Gordon Pointe Acquisition Corp. Announces Extension

proxy vote

Gordon Pointe Acquisition Corp. Announces Extension

Jun 15, 2020 INTEL by Matt Cianci

Today, Gordon Pointe Acquisition Corp. (GPAQ) announced that it had elected to extend the deadline to consummate its proposed business combination with HOF Village, LLC (“HOFV”) (presentation link) to July 15, 2020. As previously disclosed, GPAQ had amended its amended and restated certificate of incorporation to extend the date by which GPAQ must consummate its initial business combination from May 14, 2020 to June 15, 2020, plus an option by GPAQ to further extend such date for an additional thirty days to July 15, 2020.  In connection with such extension, on June 12, 2020, GPAQ’s sponsor contributed to GPAQ $0.04 for each of GPAQ’s public shares outstanding, for an aggregate contribution of $114,937.76.  Not a bad deal for arb and yield investors getting an additional 40bps in yield (~4.9% annualized) on a 30 day “risk-free” investment.  The amount was deposited into GPAQ’s trust account established in connection with GPAQ’s initial public offering. GPAQ now has until July 15, 2020 to consummate its proposed business.

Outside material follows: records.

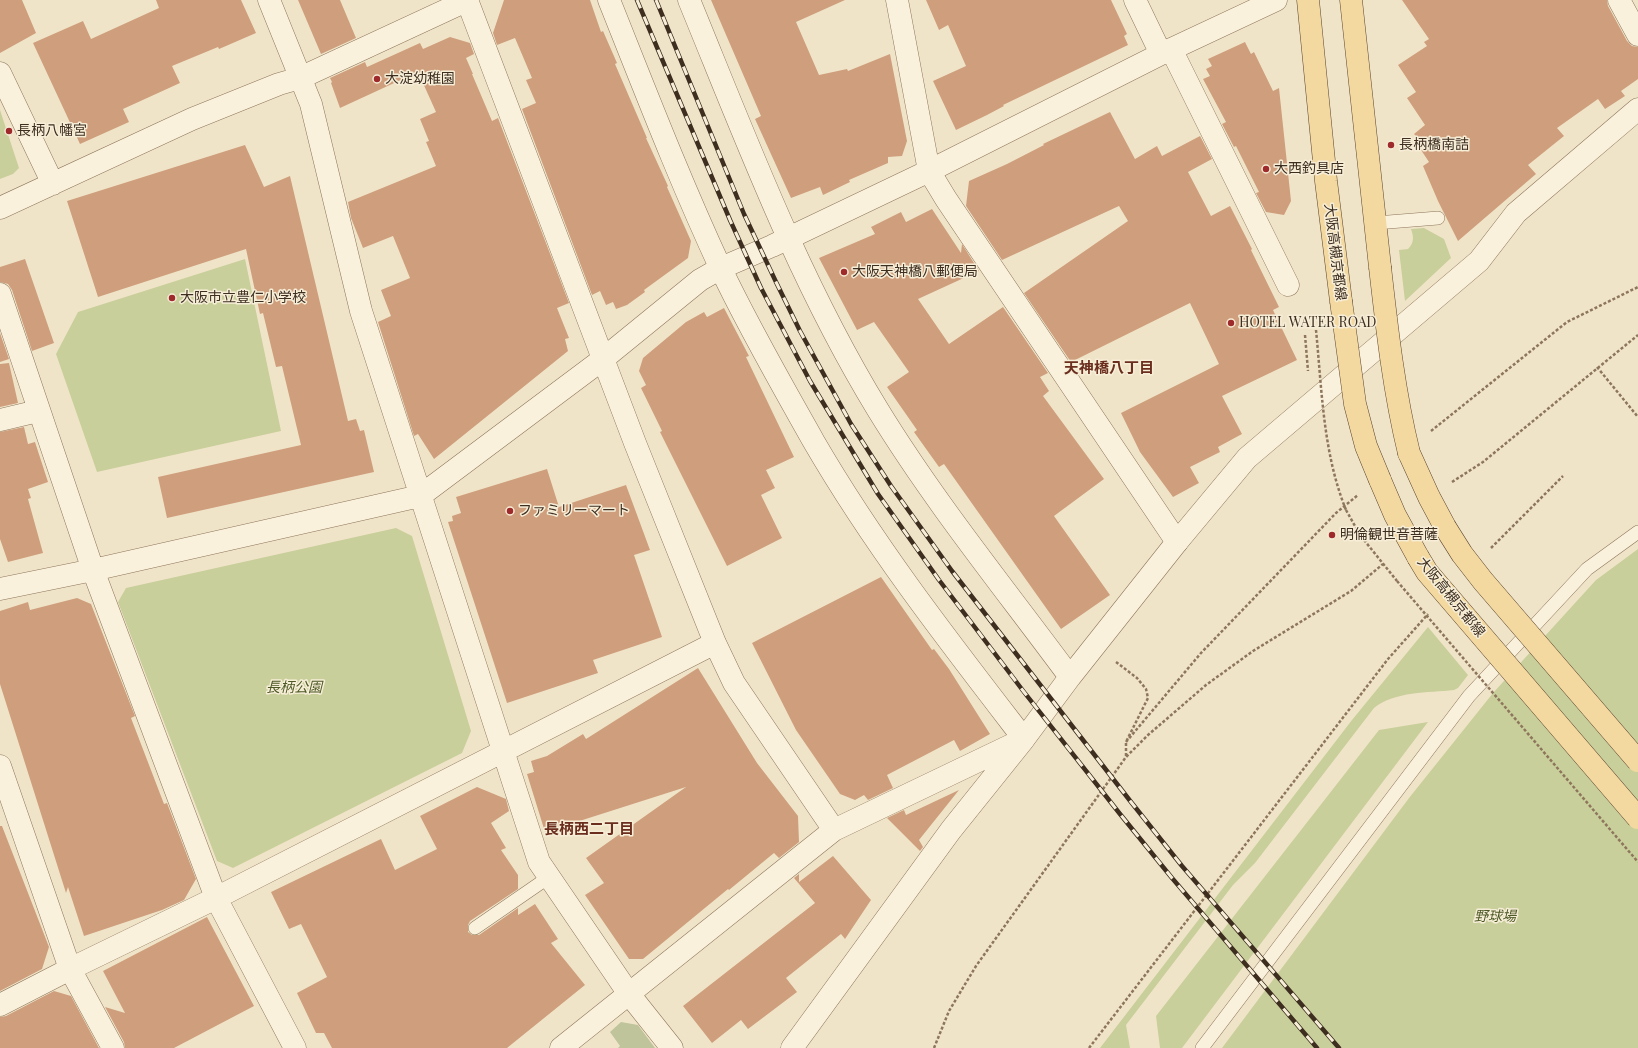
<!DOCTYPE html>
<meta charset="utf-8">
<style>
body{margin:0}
canvas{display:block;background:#f0e4c8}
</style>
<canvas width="1638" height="1048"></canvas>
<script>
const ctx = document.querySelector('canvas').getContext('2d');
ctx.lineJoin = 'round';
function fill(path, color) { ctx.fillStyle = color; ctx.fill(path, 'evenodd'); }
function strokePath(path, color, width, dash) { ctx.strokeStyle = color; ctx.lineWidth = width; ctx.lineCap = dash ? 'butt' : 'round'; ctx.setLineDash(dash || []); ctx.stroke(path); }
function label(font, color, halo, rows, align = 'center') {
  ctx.font = font + ' "Playfair Display","Noto Sans JP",serif'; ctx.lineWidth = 3; ctx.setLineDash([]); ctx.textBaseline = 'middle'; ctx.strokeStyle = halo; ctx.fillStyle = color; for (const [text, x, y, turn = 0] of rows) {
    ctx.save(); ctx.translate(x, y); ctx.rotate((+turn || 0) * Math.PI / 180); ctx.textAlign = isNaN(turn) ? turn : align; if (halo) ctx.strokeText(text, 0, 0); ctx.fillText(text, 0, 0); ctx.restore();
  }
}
fill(new Path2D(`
 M 0,110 L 19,168 L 13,174 L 0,179 Z
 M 1424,228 L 1444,239 L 1451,258 L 1405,301 L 1399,250 L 1408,249 C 1414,243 1414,237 1411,229 Z
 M 245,259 L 281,431 L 97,472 L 56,354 L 78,312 Z
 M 396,528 L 412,536 L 471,731 L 462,753 L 233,868 L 217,861 L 118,602 L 126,588 Z
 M 1638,549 L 1638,1048 L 1222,1048 L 1409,798 L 1493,693 L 1596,580 Z
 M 1428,627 L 1468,675 L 1458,688 L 1454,690 C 1428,693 1395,691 1374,708 L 1255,863 L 1233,885 L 1126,1025 L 1130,1048 L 1100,1048 L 1352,720 Z
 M 1428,722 L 1182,1048 L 1160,1048 L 1156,1016 L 1379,730 Z`), '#c9cf9b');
fill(new Path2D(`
 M 621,1022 L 638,1025 L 655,1048 L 618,1048 L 620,1046 L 610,1032 Z`), '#bfc49a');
fill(new Path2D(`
 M 0,0 L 22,0 L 36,33 L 0,53 Z
 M 156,0 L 241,0 L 256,33 L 219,49 L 218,47 L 172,66 L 180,83 L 123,109 L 129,122 L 80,144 L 33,43 L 83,21 L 91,39 L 159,8 Z
 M 298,0 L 340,0 L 356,38 L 321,54 Z
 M 504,0 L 590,0 L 601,32 L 603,31 L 617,63 L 615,64 L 647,138 L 646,138 L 668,186 L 667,187 L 691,241 L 688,258 L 644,290 L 645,292 L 627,305 L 616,309 L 613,302 L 606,305 L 600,291 L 592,295 L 522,109 L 536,103 L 526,80 L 532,78 L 515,38 L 497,45 L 493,33 Z
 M 711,0 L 845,0 L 796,22 L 819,75 L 847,69 L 848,71 L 890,54 L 907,141 L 902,156 L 888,157 L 888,163 L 849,180 L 850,182 L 823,195 L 820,187 L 791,198 L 755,119 L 761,116 Z
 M 926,0 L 1111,0 L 1127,34 L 1124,36 L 1128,45 L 1003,105 L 1004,106 L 987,115 L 956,130 L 933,81 L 966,66 L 948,25 L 939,30 Z
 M 1402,0 L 1607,0 L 1608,6 L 1627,41 L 1632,46 L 1638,47 L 1638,79 L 1621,91 L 1625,96 L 1605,109 L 1598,99 L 1557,128 L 1564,136 L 1528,165 L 1536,174 L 1458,241 L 1438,201 L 1423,166 L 1429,162 L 1421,150 L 1425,146 L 1414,134 L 1425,125 L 1407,98 L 1416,92 L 1398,65 L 1427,46 L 1424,42 L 1429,39 Z
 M 450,37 L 470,43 L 474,54 L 466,58 L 473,74 L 472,74 L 492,121 L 498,118 L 569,303 L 557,308 L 569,338 L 565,339 L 568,351 L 434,459 L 418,434 L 414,436 L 378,322 L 391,316 L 381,290 L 410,278 L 393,236 L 363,248 L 351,218 L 348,202 L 436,166 L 426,142 L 429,141 L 420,119 L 436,112 L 418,72 L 340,108 L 331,83 L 332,82 L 330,78 L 365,62 L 367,67 L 420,43 L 423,49 Z
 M 1245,42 L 1251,54 L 1254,52 L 1273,91 L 1279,88 L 1291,201 L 1284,215 L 1266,212 L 1256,193 L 1259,192 L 1236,146 L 1234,147 L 1222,124 L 1226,122 L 1203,79 L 1210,76 L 1206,69 L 1212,66 L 1208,59 Z
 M 1110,112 L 1135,159 L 1157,146 L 1162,156 L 1200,136 L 1212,159 L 1188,172 L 1211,216 L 1230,206 L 1252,249 L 1251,250 L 1279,307 L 1273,310 L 1297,360 L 1222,396 L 1242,434 L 1218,447 L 1220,452 L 1190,467 L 1199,483 L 1173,497 L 1140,452 L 1121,413 L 1219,364 L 1190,303 L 1071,362 L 1024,293 L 1128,221 L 1119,206 L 1002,260 L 966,206 L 969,181 L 1007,164 L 1044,145 L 1043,144 Z
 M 245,145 L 264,187 L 290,176 L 348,421 L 356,419 L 360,431 L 364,430 L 374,472 L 167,518 L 158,477 L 301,445 L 282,366 L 276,367 L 263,313 L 260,314 L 246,249 L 98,297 L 67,201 Z
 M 932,209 L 961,253 L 962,244 L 979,271 L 918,299 L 949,344 L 1003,307 L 1048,373 L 1040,377 L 1049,391 L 1043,396 L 1104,479 L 1054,516 L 1110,595 L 1061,629 L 944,464 L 939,467 L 914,432 L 917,430 L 887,387 L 909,372 L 874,322 L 857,330 L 819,258 L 875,234 L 871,227 L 901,212 L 906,222 Z
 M 25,259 L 54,343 L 32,351 L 12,290 L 8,284 L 0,282 L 0,267 Z
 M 724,308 L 749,356 L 746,357 L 794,457 L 766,470 L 775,488 L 761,495 L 782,538 L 727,566 L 660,432 L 662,431 L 641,388 L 646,385 L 639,371 L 643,358 L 686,322 L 704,312 L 707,317 Z
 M 0,333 L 9,359 L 0,362 Z
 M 9,363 L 18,403 L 0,407 L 0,364 Z
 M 24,427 L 28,444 L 35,442 L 48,482 L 28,489 L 31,498 L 28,499 L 43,553 L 8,562 L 0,539 L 0,432 Z
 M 547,469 L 559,507 L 626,485 L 650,550 L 634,555 L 662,637 L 593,660 L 598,673 L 507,703 L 448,522 L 453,521 L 452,516 L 461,513 L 456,497 Z
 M 881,577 L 932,650 L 934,649 L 949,669 L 990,734 L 960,751 L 954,740 L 887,775 L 893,788 L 868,800 L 864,795 L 855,800 L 840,794 L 796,730 L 752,643 Z
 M 77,598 L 91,604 L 135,716 L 131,718 L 164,804 L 167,803 L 196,879 L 184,900 L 162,910 L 84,936 L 68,887 L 66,893 L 0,684 L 0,611 L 28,602 L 30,610 Z
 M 698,668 L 757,763 L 798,816 L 799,842 L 779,858 L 774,853 L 729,890 L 728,889 L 643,959 L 629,959 L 585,895 L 604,883 L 586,858 L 686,787 L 545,832 L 527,774 L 534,772 L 531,761 L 547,756 L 583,734 L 586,739 Z
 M 477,787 L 506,799 L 509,811 L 491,823 L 506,848 L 501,850 L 518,875 L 518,889 L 470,921 L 468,925 L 468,932 L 472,935 L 479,935 L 518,908 L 518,915 L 535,904 L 558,939 L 551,943 L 585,985 L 507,1048 L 332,1048 L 324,1033 L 316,1033 L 297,993 L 327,977 L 301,924 L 289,929 L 271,892 L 381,839 L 395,870 L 437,849 L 420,816 Z
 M 959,790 L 919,840 L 923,847 L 920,851 L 887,818 L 904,810 L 906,815 Z
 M 0,826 L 2,826 L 49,947 L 42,969 L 0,991 Z
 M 833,856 L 871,900 L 845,939 L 841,934 L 786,978 L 797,992 L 748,1029 L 741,1020 L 712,1043 L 683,1006 L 815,903 L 794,878 L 799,874 L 799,882 Z
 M 207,917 L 254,1006 L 174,1048 L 125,1048 L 124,1042 L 105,1007 L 125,1013 L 103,971 Z
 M 54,991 L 71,996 L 99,1048 L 0,1048 L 0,1017 L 6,1016 Z`), '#cf9f7d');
const service = new Path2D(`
 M 1376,223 L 1438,218
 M 475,928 L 549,877
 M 1202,1048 L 1469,696 L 1587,569 L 1638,532`);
const minor = new Path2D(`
 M 269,0 L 311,104 L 361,311 L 539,862 L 629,994 L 672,1048
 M 467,0 L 635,443 L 715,643 L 734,683 L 834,830
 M 689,0 C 746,139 799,281 878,410 C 935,503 1005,589 1070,677
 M 1135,0 L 1161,54
 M 1619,0 L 1638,35
 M 1171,49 L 1288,285
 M 0,73 L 53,184
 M 0,208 L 192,119 L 279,84 L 300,78 L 468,0
 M 0,294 L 93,570 L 216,898 L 295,1048
 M 0,420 L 38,411
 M 0,589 L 93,570 L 420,496 L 603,359 L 700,280 L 721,268 L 772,246 L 929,171 L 1161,54 L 1276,0
 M 0,766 L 70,969 L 113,1048
 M 0,1005 L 70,969 L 216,898 L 715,643
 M 561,1048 L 834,830 L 1024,739 C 950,643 875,547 814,442 C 782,385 749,328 721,269 C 680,181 645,90 609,0
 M 792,1048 L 951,830 L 1024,739 L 1070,677 L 1177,542 L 1247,458 L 1479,261 L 1516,213 L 1638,109`);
const tertiary = new Path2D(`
 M 897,0 L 929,171 L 946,199 L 1177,542`);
const primary = new Path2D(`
 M 1308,0 L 1326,181 L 1341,301
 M 1351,0 L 1380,267
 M 1409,453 L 1429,497 L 1445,527
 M 1380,480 L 1395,515 L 1418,557`);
strokePath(service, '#8d765c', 14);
strokePath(minor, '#8d765c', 23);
strokePath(tertiary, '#8d765c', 23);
strokePath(primary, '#5b4430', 23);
strokePath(new Path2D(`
 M 1305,335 L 1308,371
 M 1597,367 L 1638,417
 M 1431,431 L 1567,322 L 1638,287
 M 1452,482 L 1483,462 L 1638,335
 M 1346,510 L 1360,535 L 1397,581
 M 1491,548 L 1563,476
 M 1116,662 L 1137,678 L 1146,689 L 1148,698 L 1126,742 L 1126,757
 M 1126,742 L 1201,653 L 1336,513 L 1358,495
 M 934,1048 L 949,1011 L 976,966 L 1126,757 L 1148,735 L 1206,685 L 1253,651 L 1351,591 L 1383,564
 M 1089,1048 L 1388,659 L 1428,614`), '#8d765c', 2.5, [3, 2]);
strokePath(service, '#faf1dc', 13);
strokePath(minor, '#faf1dc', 22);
strokePath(tertiary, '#faf1dc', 22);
strokePath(primary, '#f3d9a0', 22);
const rail = new Path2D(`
 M 637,0 L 730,220 L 761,288 L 810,381 L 878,494 L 939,580 L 1024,692 L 1120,814 L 1172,878 L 1317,1048
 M 656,0 L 744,214 L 776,282 L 800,331 L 851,424 L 891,486 L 952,571 L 1131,802 L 1182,866 L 1339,1048`);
strokePath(rail, '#3d2e20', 4.5);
strokePath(rail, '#f7eed8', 3, [9]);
const primaryBridge = new Path2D(`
 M 1380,267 C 1387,329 1394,392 1409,453
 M 1341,301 L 1355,404 L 1366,446 L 1380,480
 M 1445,527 L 1462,554 L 1483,581 L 1638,761
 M 1418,557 L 1427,572 L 1638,818`);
strokePath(primaryBridge, '#5b4430', 23, []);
strokePath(new Path2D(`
 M 1316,330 C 1322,391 1323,453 1346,510
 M 1397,581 L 1638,862`), '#8d765c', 2.5, [3, 2]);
strokePath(primaryBridge, '#f3d9a0', 22);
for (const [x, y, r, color] of [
 [377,79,4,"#9e2a2b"],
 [9,131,4,"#9e2a2b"],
 [1391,145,4,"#9e2a2b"],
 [1266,169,4,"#9e2a2b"],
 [844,272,4,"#9e2a2b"],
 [172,298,4,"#9e2a2b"],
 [1231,323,4,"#9e2a2b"],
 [510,511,4,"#9e2a2b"],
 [1332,535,4,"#9e2a2b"]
]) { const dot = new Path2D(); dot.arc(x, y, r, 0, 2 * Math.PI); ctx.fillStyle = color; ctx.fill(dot); strokePath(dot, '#f7eed8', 1.5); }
label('14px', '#3d2e20', '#f7eed8', [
 ["大淀幼稚園",385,79],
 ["長柄八幡宮",17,131],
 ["長柄橋南詰",1399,145],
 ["大西釣具店",1274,169],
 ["大阪天神橋八郵便局",852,272],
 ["大阪市立豊仁小学校",180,298],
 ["HOTEL WATER ROAD",1239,323],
 ["ファミリーマート",518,511],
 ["明倫観世音菩薩",1340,535]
], 'left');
label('14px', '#3d2e20', '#f7eed8', [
 ["大阪高槻京都線",1335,252,83],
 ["大阪高槻京都線",1451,597,51]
]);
label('italic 14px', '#4d5a26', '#f7eed8', [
 ["長柄公園",294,688],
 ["野球場",1495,917]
]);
label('bold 15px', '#6b2e1e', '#f7eed8', [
 ["天神橋八丁目",1109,368],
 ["長柄西二丁目",589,829]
]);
</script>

GPAQ also announced today that, in light of continued public health concerns regarding the Coronavirus, or COVID-19, that GPAQ shareholders of record may participate telephonically in the special shareholders meeting (the “Special Meeting”) to approve the proposed business combination with HOFV scheduled for June 30, 2020 at 10:00 A.M. Eastern.  GPAQ shareholders may participate in the call by dialing 1-646-558-8656, Entry Code: 798-121-0979 and Passcode: 882333.

GPAQ shareholders are entitled to participate in and vote at the Special Meeting to approve the proposed extension if they were a shareholder of record as of the close of business on June 1, 2020, or hold an appropriate legal proxy for the meeting provided by their broker, bank or other nominee.

Whether or not a shareholder plans to attend the Special Meeting telephonically, GPAQ urges its shareholders to vote and submit their proxy in advance of the Special Meeting by one of the methods described in the proxy statement/prospectus. Instructions as to how to vote at the Special Meeting will be provided on the conference call.